Some experts frame this issue as a choice between promoting the best interests of individual patients and promoting those of society. Often this is a false dichotomy. Ultimately, the health of any population depends, at least in part, on access to affordable medical care. If physicians shirk their duty to act as financial stewards when making medical decisions, the end result will be worse health outcomes for the population at large. In the context of antibiotics, most physicians already recognize the link between their individual medical decisions and population health. They need to recognize that population health is similarly linked to the utilization of expensive and marginally beneficial medical care. At the bedside, that means being willing to trade a low chance of a small benefit to individual patients for a larger benefit to other patients, as clinicians do when forgoing marginally beneficial antibiotics. More generally, it means that as professional societies expand on the Choosing Wisely campaign, they should not limit themselves to harmful or unnecessary interventions but should also target care that brings minimal benefits to individual patients at a financial cost that ultimately threatens the health of many other patients.

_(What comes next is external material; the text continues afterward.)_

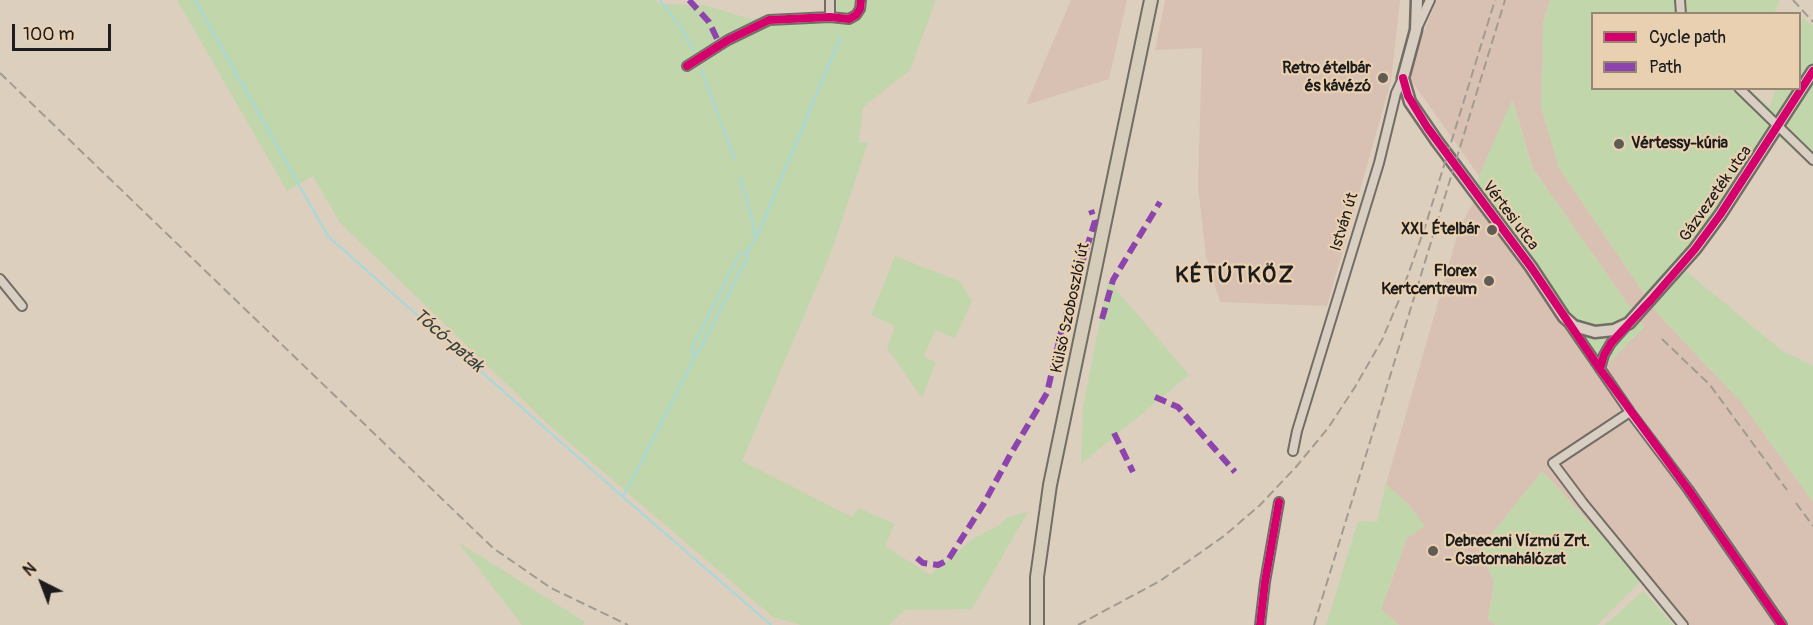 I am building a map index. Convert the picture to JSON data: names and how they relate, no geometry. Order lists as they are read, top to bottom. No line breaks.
{"streets":{"main road":["Külső Szoboszlói út"],"street":["Gázvezeték utca","Vértesi utca","István út"]},"crossings":[["Vértesi utca","István út"]],"districts":["KÉTÚTKÖZ"],"water":["Tócó-patak"],"places":["Retro ételbár és kávézó","Vértessy-kúria","XXL Ételbár","Florex Kertcentreum","Debreceni Vízmű Zrt. - Csatornahálózat"],"legend":["Cycle path","Path"],"scale_bar":"100 m","north":"top left"}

–Peter Ubel and Reshma Jagsi, The New England Journal of Medicine
I’m sympathetic to the idea of trading individually small benefits for collective large ones, especially when public or pooled resources subsidize the benefits. However, it is very easy to see how this issue is framed as a choice between benefiting an individual vs society. After all “small benefits” and “minimal benefits” to individuals are still benefits, though potentially gained at the expense of larger ones to many others. This dichotomy is unfortunate, but I’m not sure it’s false.
Finally, a good way to promote the status quo is to provide greater financial reward for (potentially minimal) benefits to individual patients than for societal benefits. Is there a conflict between patient-centered care and population health?